What you should do >> Using the records below, output the stretch that opens with the line containing "flex:none; width:28px; height:28px;" and closes with the line containing "position:relative; flex:1; overflow:hidden", exactly and including both lines, with nothing more.

(Saved entries)
┏━━

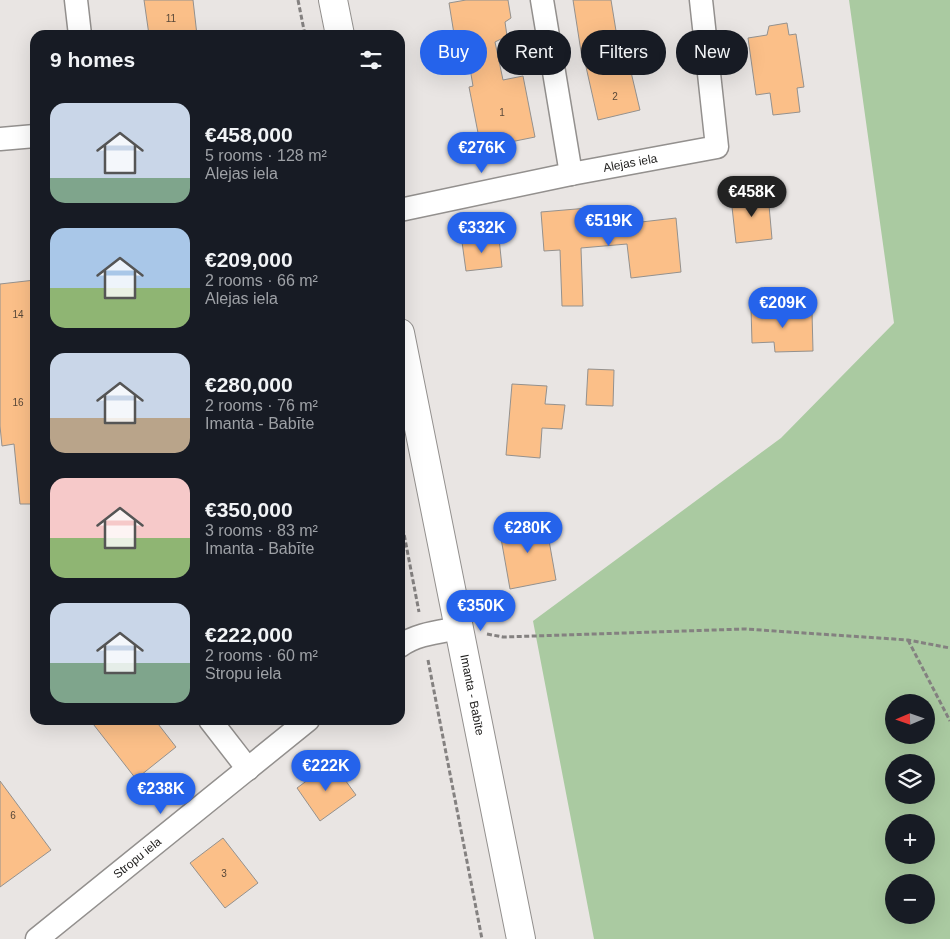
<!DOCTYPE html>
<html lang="en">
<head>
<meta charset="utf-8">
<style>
  :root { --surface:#171b24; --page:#242831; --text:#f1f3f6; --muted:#9ea1a6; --accent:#2563eb }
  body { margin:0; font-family:Helvetica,sans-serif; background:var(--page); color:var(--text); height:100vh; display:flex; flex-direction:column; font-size:19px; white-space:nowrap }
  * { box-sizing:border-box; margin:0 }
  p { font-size:16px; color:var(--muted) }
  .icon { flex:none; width:28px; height:28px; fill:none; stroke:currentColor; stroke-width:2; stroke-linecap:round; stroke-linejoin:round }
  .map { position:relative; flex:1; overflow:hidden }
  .details { position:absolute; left:30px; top:30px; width:375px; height:695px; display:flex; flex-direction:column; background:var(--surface); border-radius:15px; box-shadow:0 5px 20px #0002 }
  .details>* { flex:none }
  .guide { position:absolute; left:420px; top:30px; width:455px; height:45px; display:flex; gap:10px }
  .needle { width:32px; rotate:268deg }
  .controls { position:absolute; left:885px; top:694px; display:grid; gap:10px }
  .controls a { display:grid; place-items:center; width:50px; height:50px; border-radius:50%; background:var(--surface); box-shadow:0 5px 20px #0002; font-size:25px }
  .price { position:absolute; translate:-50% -42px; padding:0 11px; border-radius:18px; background:var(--accent); color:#fff; font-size:16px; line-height:32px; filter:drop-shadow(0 1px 2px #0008) }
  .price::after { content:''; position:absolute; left:50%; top:30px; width:15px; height:11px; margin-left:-8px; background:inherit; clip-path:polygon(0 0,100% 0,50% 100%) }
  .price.current { background:#222; color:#fff }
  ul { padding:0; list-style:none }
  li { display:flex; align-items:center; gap:15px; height:125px; padding:0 20px }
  li span { display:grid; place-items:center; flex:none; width:140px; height:100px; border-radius:15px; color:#555 }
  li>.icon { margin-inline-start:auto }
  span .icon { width:60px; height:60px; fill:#fffc; stroke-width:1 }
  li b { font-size:21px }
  h2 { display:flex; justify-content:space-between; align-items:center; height:60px; padding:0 20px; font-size:21px }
  .pill { padding:0 18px; border-radius:22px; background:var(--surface); box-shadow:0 5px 20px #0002; font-size:18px; line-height:45px }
  .pill.current { background:var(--accent); color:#fff }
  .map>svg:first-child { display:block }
</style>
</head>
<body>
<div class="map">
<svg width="950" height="939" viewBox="0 0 950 939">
  <rect width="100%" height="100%" fill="#e9e5e3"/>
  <!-- green -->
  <path fill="#aacaa1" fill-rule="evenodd" d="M 849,0 L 950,0 L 950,939 L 594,939 L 533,621 L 781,438 L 894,323 ZM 894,702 L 926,702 L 926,735 L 894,735 ZM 894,762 L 926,762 L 926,795 L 894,795 ZM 894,822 L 926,822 L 926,855 L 894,855 ZM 894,882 L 926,882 L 926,915 L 894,915 Z"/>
  <!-- building -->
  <path fill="#fbbf88" stroke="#94918e" d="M 144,0 L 193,0 L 197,35 L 149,35 Z
    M 466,0 L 508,0 L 511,18 L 505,22 L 507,36 L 495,42 L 503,80 L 523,76 L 535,137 L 481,148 L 469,87 L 473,86 L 464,33 L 454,34 L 449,3 Z
    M 573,0 L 611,0 L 623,74 L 631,72 L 640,110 L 598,120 L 584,58 L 582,58 Z
    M 787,23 L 789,35 L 796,34 L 804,87 L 797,88 L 800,112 L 773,115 L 770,93 L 756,95 L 748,38 L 767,35 L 769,26 Z
    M 768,194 L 772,239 L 736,243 L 731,198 Z
    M 588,208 L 589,228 L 676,218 L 681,272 L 631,278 L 627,244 L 581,248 L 583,306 L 562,306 L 560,250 L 544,251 L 541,212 Z
    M 499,238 L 502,267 L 466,271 L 462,242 Z
    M 35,280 L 35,504 L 20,504 L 14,444 L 2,446 L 0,426 L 0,284 Z
    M 777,307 L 777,313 L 812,312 L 813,351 L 775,352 L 774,342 L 752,343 L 751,308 Z
    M 588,369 L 614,370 L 613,406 L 586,405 Z
    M 512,384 L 547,386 L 545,404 L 565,405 L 562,429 L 542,428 L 540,458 L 506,455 Z
    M 545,518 L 556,580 L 510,589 L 499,527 Z
    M 90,720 L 155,720 L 176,747 L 136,779 Z
    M 332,762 L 356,795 L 320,821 L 297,788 Z
    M 0,781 L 51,850 L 0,887 Z
    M 223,838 L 258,883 L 225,908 L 190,863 Z"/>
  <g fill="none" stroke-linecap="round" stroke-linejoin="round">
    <!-- street casing -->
    <g stroke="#93908e" stroke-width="25">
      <g id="street">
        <path d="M 76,0 L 80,35"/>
        <path d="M 542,0 L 571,174"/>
        <path d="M 0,139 L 35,136"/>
        <path id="s1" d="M 400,210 L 571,174 L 717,147 L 701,0"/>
        <path d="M 400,646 C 416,634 439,632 459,628"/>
        <path d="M 210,720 L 248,769"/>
        <path id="s2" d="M 37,939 L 308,720"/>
      </g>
    </g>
    <!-- secondary casing -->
    <g stroke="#93908e" stroke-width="30">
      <g id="secondary">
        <path d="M 333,0 L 340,35"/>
        <path id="s3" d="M 400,333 L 521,939"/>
      </g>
    </g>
    <!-- path -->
    <path stroke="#848180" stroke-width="3" stroke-dasharray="5 2.5" stroke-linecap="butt" d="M 298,0 L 305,35
      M 400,513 L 419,612
      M 487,634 L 503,637 L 745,629 L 908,640 L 950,648
      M 908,640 L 950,721
      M 428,660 L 482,939"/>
    <!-- street -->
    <use href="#street" stroke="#fff" stroke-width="22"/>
    <!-- secondary -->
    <use href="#secondary" stroke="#fff" stroke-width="28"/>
  </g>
  <g text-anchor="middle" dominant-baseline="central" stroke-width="4.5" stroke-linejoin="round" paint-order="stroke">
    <!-- number labels -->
    <g font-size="10" fill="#584839">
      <text x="171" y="18">11</text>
      <text x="615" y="96">2</text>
      <text x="502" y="112">1</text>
      <text x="18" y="314">14</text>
      <text x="18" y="402">16</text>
      <text x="13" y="815">6</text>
      <text x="224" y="873">3</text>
    </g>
    <!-- street labels -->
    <g font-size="12" fill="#21201f" stroke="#e9e5e3">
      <text stroke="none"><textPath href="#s1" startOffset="235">Alejas iela</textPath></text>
      <text stroke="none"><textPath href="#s3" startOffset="369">Imanta - Babīte</textPath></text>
      <text stroke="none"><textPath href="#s2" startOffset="129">Stropu iela</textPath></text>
    </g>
  </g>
</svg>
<div class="controls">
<a><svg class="needle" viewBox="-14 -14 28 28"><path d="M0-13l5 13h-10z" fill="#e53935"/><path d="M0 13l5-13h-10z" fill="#9ea1a6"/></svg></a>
<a><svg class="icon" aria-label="layers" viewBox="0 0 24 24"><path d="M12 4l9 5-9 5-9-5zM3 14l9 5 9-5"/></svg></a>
<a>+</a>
<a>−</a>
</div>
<b class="price" style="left:482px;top:174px">€276K</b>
<b class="price current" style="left:752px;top:218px">€458K</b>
<b class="price" style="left:609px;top:247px">€519K</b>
<b class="price" style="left:482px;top:254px">€332K</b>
<b class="price" style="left:783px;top:329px">€209K</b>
<b class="price" style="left:528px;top:554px">€280K</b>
<b class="price" style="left:481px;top:632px">€350K</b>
<b class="price" style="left:326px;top:792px">€222K</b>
<b class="price" style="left:161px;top:815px">€238K</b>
<div class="guide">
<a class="pill current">Buy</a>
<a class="pill">Rent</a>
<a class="pill">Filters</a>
<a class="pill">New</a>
</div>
<section class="details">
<h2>9 homes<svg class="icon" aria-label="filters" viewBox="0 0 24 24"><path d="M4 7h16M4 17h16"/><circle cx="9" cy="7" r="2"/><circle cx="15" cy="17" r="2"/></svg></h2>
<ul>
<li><span style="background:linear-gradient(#c9d6e8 75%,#7fa58c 0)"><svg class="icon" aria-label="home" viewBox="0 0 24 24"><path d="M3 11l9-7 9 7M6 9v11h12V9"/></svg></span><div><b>€458,000</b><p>5 rooms · 128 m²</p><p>Alejas iela</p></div></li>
<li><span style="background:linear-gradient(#a9c7e8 60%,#8fb573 0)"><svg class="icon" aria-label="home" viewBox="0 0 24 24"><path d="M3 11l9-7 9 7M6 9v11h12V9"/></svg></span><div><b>€209,000</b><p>2 rooms · 66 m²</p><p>Alejas iela</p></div></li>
<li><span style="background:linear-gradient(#c9d6e8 65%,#b9a48a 0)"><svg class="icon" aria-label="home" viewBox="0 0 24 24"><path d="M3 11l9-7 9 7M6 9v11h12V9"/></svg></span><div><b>€280,000</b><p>2 rooms · 76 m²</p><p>Imanta - Babīte</p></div></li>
<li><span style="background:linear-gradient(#f6c9c9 60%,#8fb573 0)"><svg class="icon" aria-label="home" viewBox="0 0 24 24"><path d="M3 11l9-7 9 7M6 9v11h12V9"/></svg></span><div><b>€350,000</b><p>3 rooms · 83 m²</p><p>Imanta - Babīte</p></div></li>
<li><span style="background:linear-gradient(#c9d6e8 60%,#7fa58c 0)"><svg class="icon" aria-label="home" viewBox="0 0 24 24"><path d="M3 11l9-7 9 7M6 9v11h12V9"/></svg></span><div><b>€222,000</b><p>2 rooms · 60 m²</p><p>Stropu iela</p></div></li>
</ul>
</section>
</div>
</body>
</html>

┗━━

Answer for the task >>
  .icon { flex:none; width:28px; height:28px; fill:none; stroke:currentColor; stroke-width:2; stroke-linecap:round; stroke-linejoin:round }
  .map { position:relative; flex:1; overflow:hidden }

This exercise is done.